In de gesprekken die ik – naast mijn bezoek aan Berlijn – erover heb gevoerd – met Rob Wijnberg van De Correspondent, Lütsen Kooistra van het Friesch Dagblad, Bram Souffreau van Apache.be en Erwin Blom van Fast Moving Targets – bleek dat idee voor lang niet iedereen even prettig. Ook al kon niemand iets inbrengen tegen de stelling dat een journalist altijd schrijft voor zijn lezers, toch heeft iedereen een administratieve muur opgeworpen tussen de lezers, die soms echte leden zijn (Apache en Friesch Dagblad) en soms alleen in naam, maar niet in juridische zin (De Correspondent, Fast Moving Targets).
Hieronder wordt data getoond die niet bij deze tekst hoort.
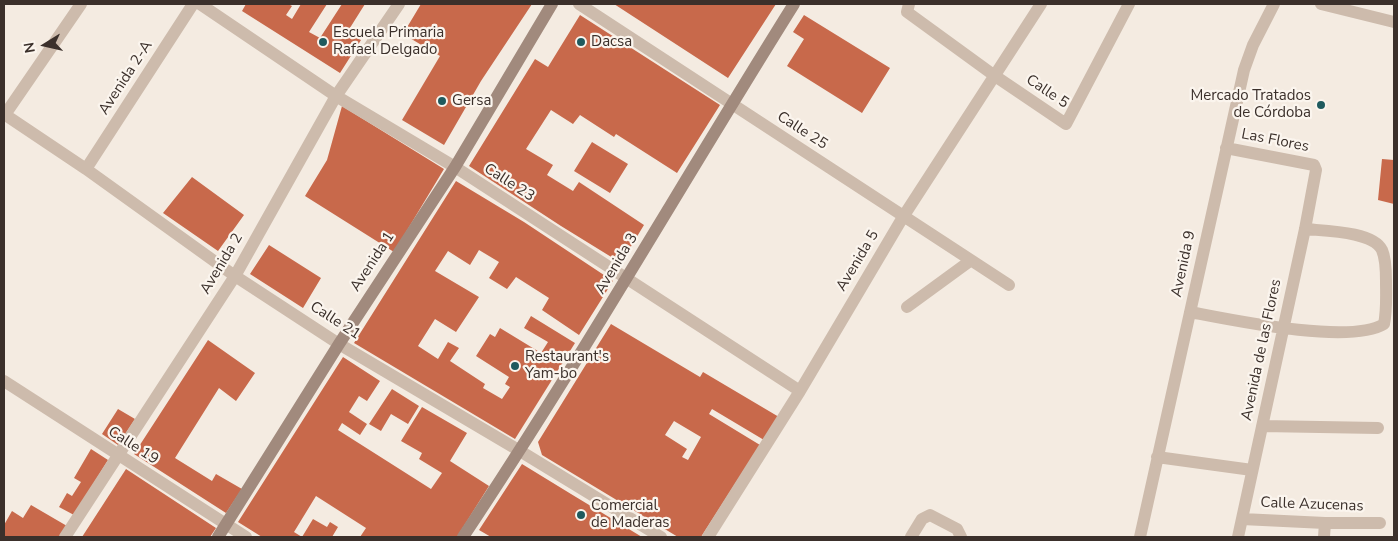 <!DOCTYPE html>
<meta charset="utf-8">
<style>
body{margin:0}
#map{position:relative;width:1398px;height:541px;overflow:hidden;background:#f4ebe1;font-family:"Nunito Sans",sans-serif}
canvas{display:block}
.frame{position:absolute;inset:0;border:5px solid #3b302b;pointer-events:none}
.north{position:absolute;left:20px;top:20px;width:50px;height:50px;-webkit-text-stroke:4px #fbf5ee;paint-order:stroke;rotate:260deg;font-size:14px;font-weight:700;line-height:20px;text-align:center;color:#3b302b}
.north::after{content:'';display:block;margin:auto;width:18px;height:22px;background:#3b302b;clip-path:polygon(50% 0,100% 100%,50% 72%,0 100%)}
</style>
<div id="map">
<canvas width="1398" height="541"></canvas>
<div class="frame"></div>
<div class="north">N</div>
</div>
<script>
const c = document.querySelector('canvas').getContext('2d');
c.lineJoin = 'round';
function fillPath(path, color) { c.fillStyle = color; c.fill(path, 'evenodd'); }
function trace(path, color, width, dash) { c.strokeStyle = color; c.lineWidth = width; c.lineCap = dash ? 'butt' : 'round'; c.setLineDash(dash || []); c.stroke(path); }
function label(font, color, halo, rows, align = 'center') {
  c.font = font + ' "Nunito Sans",sans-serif'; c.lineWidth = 4.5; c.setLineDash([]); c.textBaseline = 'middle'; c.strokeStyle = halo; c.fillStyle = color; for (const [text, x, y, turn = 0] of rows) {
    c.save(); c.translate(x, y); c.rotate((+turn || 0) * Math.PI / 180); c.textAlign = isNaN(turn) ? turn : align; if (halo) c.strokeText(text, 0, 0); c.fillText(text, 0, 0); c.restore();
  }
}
fillPath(new Path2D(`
 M 246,4 L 288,4 L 292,6 L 286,15 L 292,19 L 301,4 L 327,4 L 309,32 L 320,38 L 342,4 L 365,4 L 348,31 L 361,40 L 340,73 L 242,11 Z
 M 421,4 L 532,4 L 481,81 L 444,145 L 402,120 L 440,56 L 403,34 Z
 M 614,4 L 776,4 L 728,78 Z
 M 580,15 L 720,105 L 677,173 L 616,134 L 614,137 L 580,115 L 573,124 L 551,110 L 526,149 L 553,165 L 547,175 L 573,191 L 579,182 L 644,225 L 621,263 L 561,226 L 469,166 L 535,59 L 548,67 Z
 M 804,15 L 890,68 L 862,113 L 787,66 L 804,39 L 793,32 Z
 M 342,106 L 444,169 L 394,252 L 305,196 L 327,160 Z
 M 592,142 L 628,164 L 610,193 L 574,171 Z
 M 1382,159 L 1394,160 L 1394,204 L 1378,200 Z
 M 192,177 L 244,215 L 218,251 L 163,213 Z
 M 456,181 L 524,222 L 613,281 L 579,335 L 542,310 L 549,298 L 516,277 L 507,289 L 489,278 L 499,262 L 479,250 L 470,265 L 448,251 L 435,271 L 479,297 L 456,332 L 435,319 L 418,346 L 438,359 L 448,342 L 459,348 L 450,361 L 485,384 L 483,388 L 502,399 L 510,387 L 505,384 L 509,377 L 476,356 L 490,334 L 495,337 L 500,328 L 541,353 L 548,342 L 524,328 L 531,316 L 575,343 L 515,439 L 354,343 Z
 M 269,245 L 321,278 L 303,308 L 250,274 Z
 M 611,324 L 700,377 L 703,372 L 779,417 L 764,440 L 712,409 L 709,414 L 760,445 L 701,537 L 678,537 L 542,455 L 538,442 ZM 674,421 L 701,437 L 688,460 L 682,457 L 687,449 L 665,435 Z
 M 208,340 L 255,373 L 236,401 L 219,388 L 175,458 L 212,481 L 216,474 L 242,489 L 226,513 L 134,454 Z
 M 343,357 L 380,381 L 367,401 L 359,396 L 349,412 L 367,424 L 360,435 L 342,423 L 338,430 L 431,489 L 442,473 L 419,459 L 422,453 L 401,441 L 422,407 L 467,433 L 450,461 L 489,486 L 457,537 L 360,537 L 366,528 L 316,496 L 294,532 L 302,537 L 313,519 L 327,527 L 330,522 L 338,527 L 332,537 L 262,537 L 238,522 Z
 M 392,389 L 419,406 L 408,424 L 391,414 L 381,431 L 369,424 Z
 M 118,409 L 135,419 L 118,445 L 102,434 Z
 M 91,449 L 108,460 L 74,515 L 59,507 L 67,493 L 72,496 L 81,482 L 74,478 Z
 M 522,464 L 571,494 L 642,537 L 491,537 L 479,530 Z
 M 126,469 L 216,528 L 210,537 L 82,537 Z
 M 31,505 L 67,526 L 60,537 L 4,537 L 4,525 L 12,511 L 23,518 Z`), '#c8694b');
trace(new Path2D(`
 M 200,4 L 336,96 L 455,167 L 800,391
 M 579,4 L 1009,285
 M 909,4 L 907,12 L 995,76 L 1066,124 L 1129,4
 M 1321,4 L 1394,22
 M 4,114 L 86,169 L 235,276 L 339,344 L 520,451 L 661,537
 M 4,116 L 81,4
 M 1226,148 L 1314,165 L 1316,170 L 1305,229 L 1238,537
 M 86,169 L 193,4
 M 907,307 L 970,261
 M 1190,312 C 1232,320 1350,345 1384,324 C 1387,310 1386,295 1386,281 C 1386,271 1386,259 1382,250 C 1373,231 1324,231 1305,229
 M 4,381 L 246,537
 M 1262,426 L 1378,428
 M 1157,457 L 1252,470
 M 1242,519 L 1325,523 L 1380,523
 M 65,537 L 235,276 L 336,96 L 399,4
 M 708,537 L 800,391 L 903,217 L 1041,4
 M 911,537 L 922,519 L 930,515 L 957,529 L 961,537
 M 1140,537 L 1244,70 L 1253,45 L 1274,4
 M 1324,537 L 1325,523`), '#cdbbac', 12);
trace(new Path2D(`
 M 218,537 L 339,344 L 455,167 L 552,4
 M 463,537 C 579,363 683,181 794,4`), '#a18a7d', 12);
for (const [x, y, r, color] of [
 [323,42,5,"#1f5a5e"],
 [581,42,5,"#1f5a5e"],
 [442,101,5,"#1f5a5e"],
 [1321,105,5,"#1f5a5e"],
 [515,366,5,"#1f5a5e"],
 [581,515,5,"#1f5a5e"]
]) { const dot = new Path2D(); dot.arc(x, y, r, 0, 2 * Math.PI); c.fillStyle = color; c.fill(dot); trace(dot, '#fbf5ee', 2); }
label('15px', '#3b302b', '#fbf5ee', [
 ["Escuela Primaria",333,33],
 ["Rafael Delgado",333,50],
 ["Dacsa",591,42],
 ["Mercado Tratados",1311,96,"right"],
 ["de Córdoba",1311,113,"right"],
 ["Gersa",452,101],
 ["Restaurant's",525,357],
 ["Yam-bo",525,374],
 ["Comercial",591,506],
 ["de Maderas",591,523]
], 'left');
label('15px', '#3b302b', '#fbf5ee', [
 ["Avenida 2-A",126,78,-57],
 ["Calle 5",1047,92,34],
 ["Calle 25",802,131,33],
 ["Las Flores",1275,141,11],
 ["Calle 23",509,183,33],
 ["Avenida 5",858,261,-59],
 ["Avenida 1",373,262,-57],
 ["Avenida 2",222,264,-59],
 ["Avenida 3",617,264,-59],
 ["Avenida 9",1184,264,-78],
 ["Calle 21",335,321,33],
 ["Avenida de las Flores",1262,350,-78],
 ["Calle 19",133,446,33],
 ["Calle Azucenas",1312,505,2]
]);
</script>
Uiteindelijk is mijn eigen experiment met het Coöperatief Cultureel Persbureau UA Cultuurpers in volle gang. In deze reeks zal ik ook daar op in gaan.

Op dit moment koester ik de hoop dat het coöperatieve model het meest duurzame model zal blijken om de kerntaken van de journalistiek voor de samenleving te behouden en versterken. Aan het eind van de serie moet er voldoende materiaal liggen voor iedereen die ermee wil experimenteren.